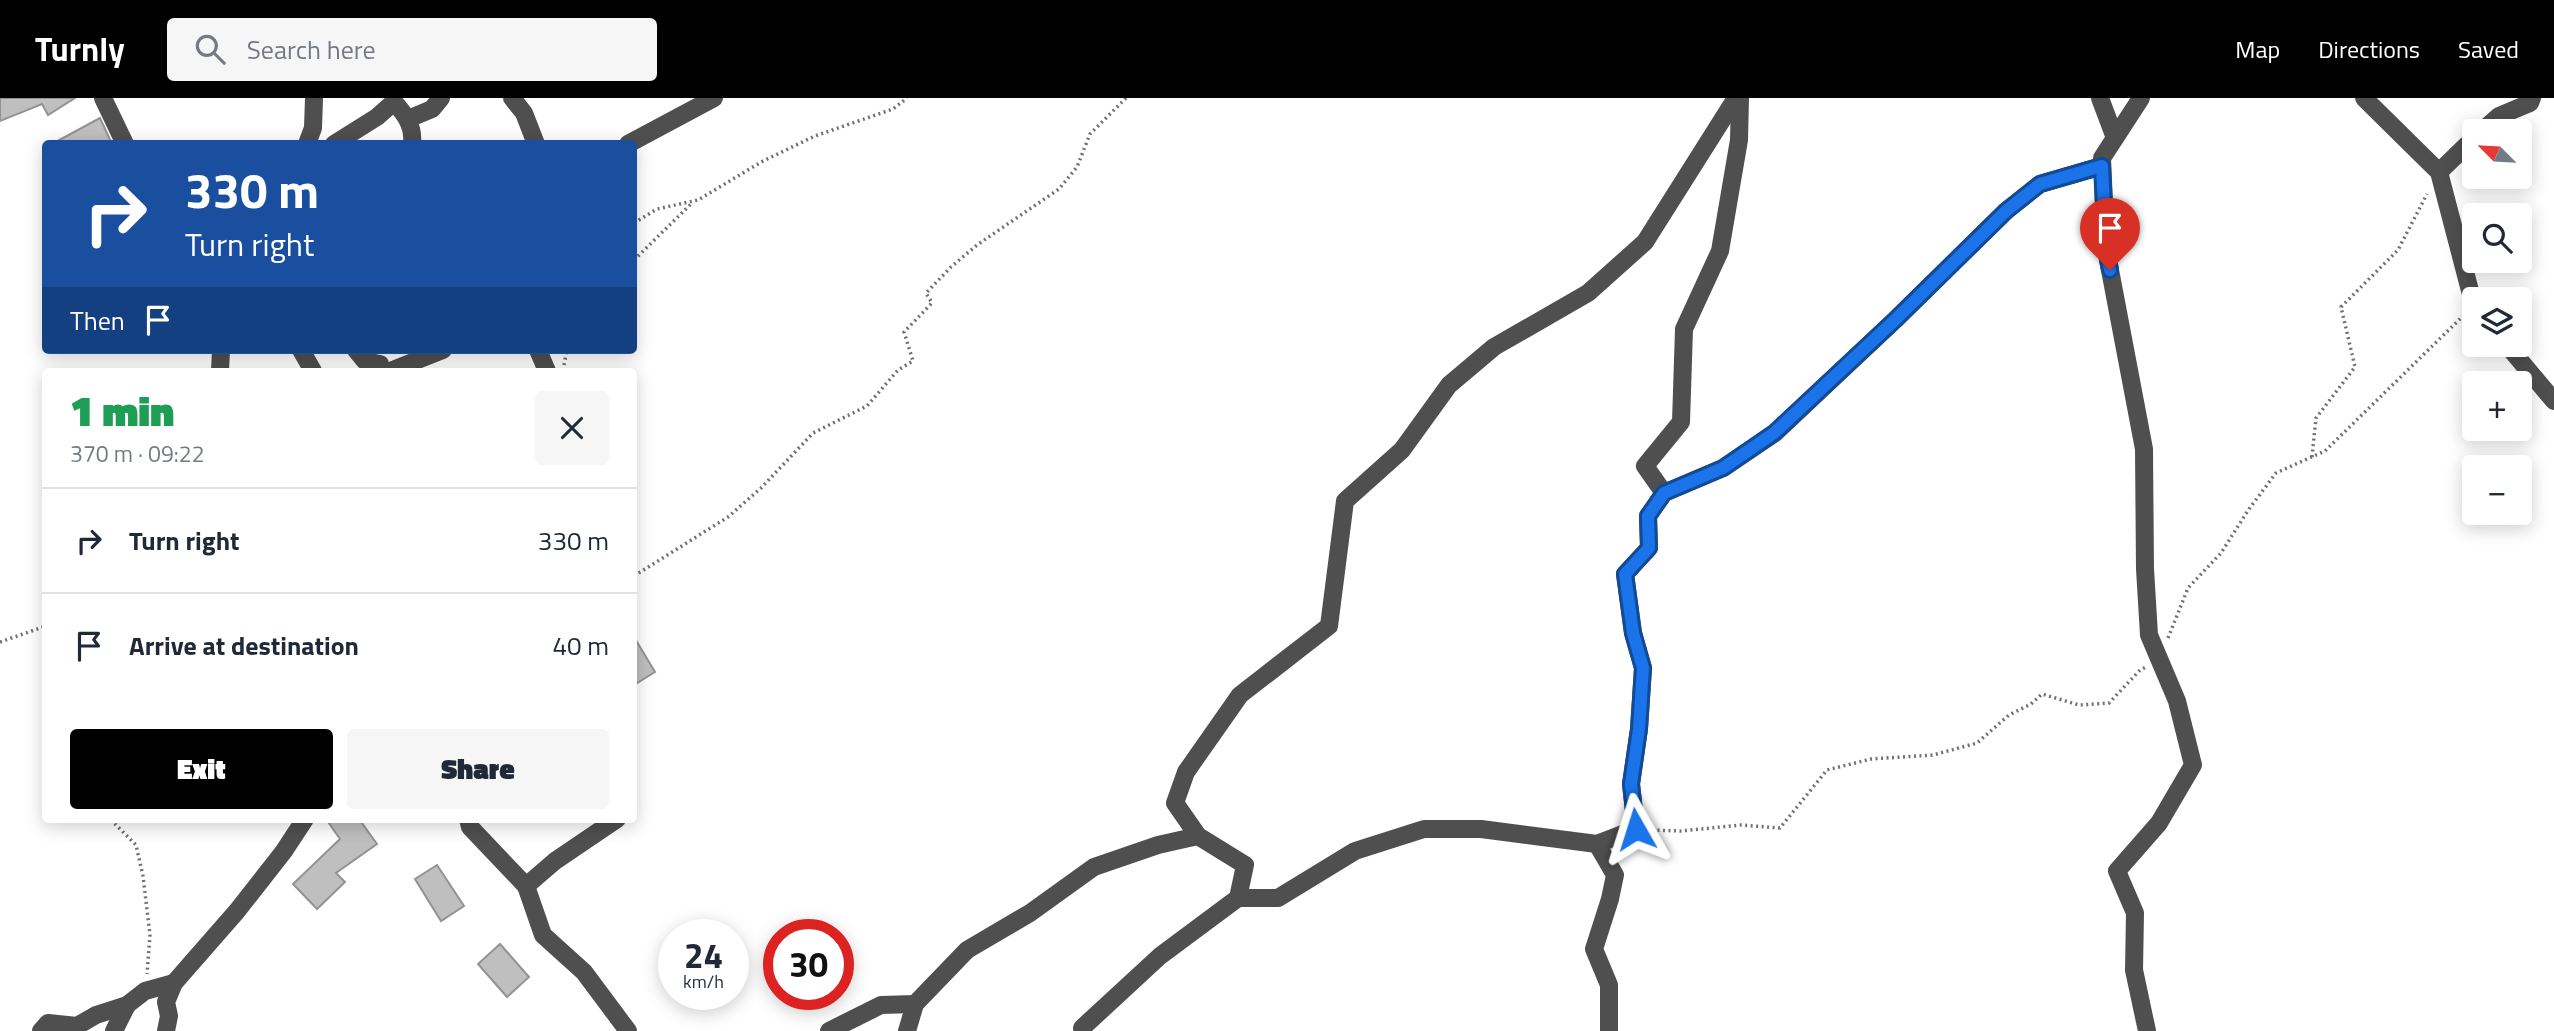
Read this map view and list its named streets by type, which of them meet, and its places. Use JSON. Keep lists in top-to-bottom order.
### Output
{
  "north": "top left",
  "page": {
    "header": "Turnly",
    "search": "Search here",
    "nav": ["Map", "Directions", "Saved"],
    "map_buttons": ["+", "−"],
    "turn": ["330 m", "Turn right"],
    "then": "Then",
    "heading": ["1 min", "370 m · 09:22"],
    "list": [
      {
        "name": "Turn right",
        "value": "330 m"
      },
      {
        "name": "Arrive at destination",
        "value": "40 m"
      }
    ],
    "buttons": ["Exit", "Share"],
    "speed": "24 km/h",
    "limit": "30"
  }
}
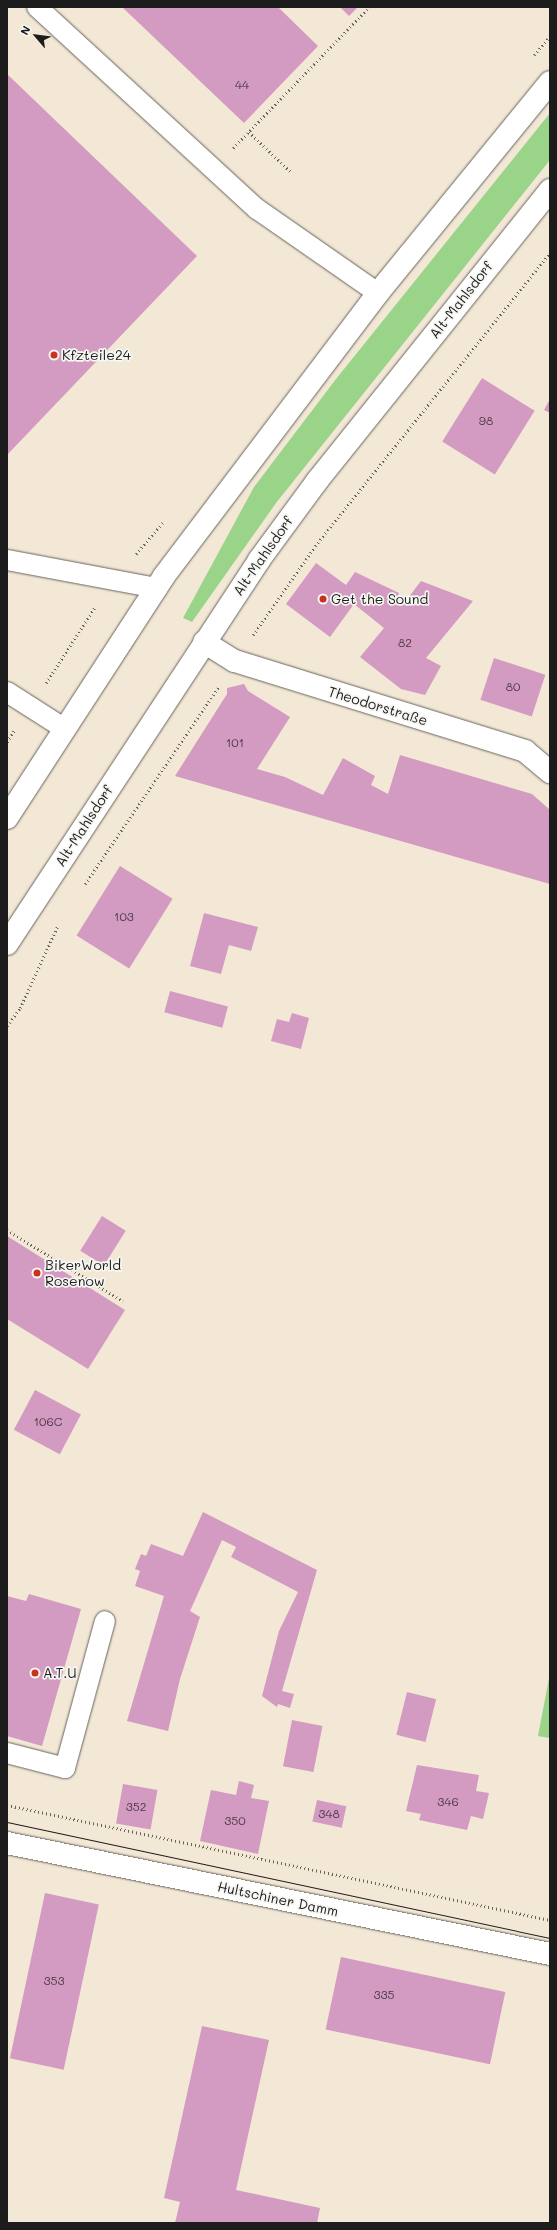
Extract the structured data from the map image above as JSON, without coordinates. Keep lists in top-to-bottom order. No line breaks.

------------------------------------------------

> **Aim of the exercise**: Give the data again word for word, without images.

> **Answer section**:
Read this map view and list its named streets by type, which of them meet, and its places. Use JSON. Keep lists in top-to-bottom order.
### Output
{
  "north": "top left",
  "page": {
    "header": "Turnly",
    "search": "Search here",
    "nav": ["Map", "Directions", "Saved"],
    "map_buttons": ["+", "−"],
    "turn": ["330 m", "Turn right"],
    "then": "Then",
    "heading": ["1 min", "370 m · 09:22"],
    "list": [
      {
        "name": "Turn right",
        "value": "330 m"
      },
      {
        "name": "Arrive at destination",
        "value": "40 m"
      }
    ],
    "buttons": ["Exit", "Share"],
    "speed": "24 km/h",
    "limit": "30"
  }
}
Extract the structured data from the map image above as JSON, without coordinates. Keep lists in top-to-bottom order. No line breaks.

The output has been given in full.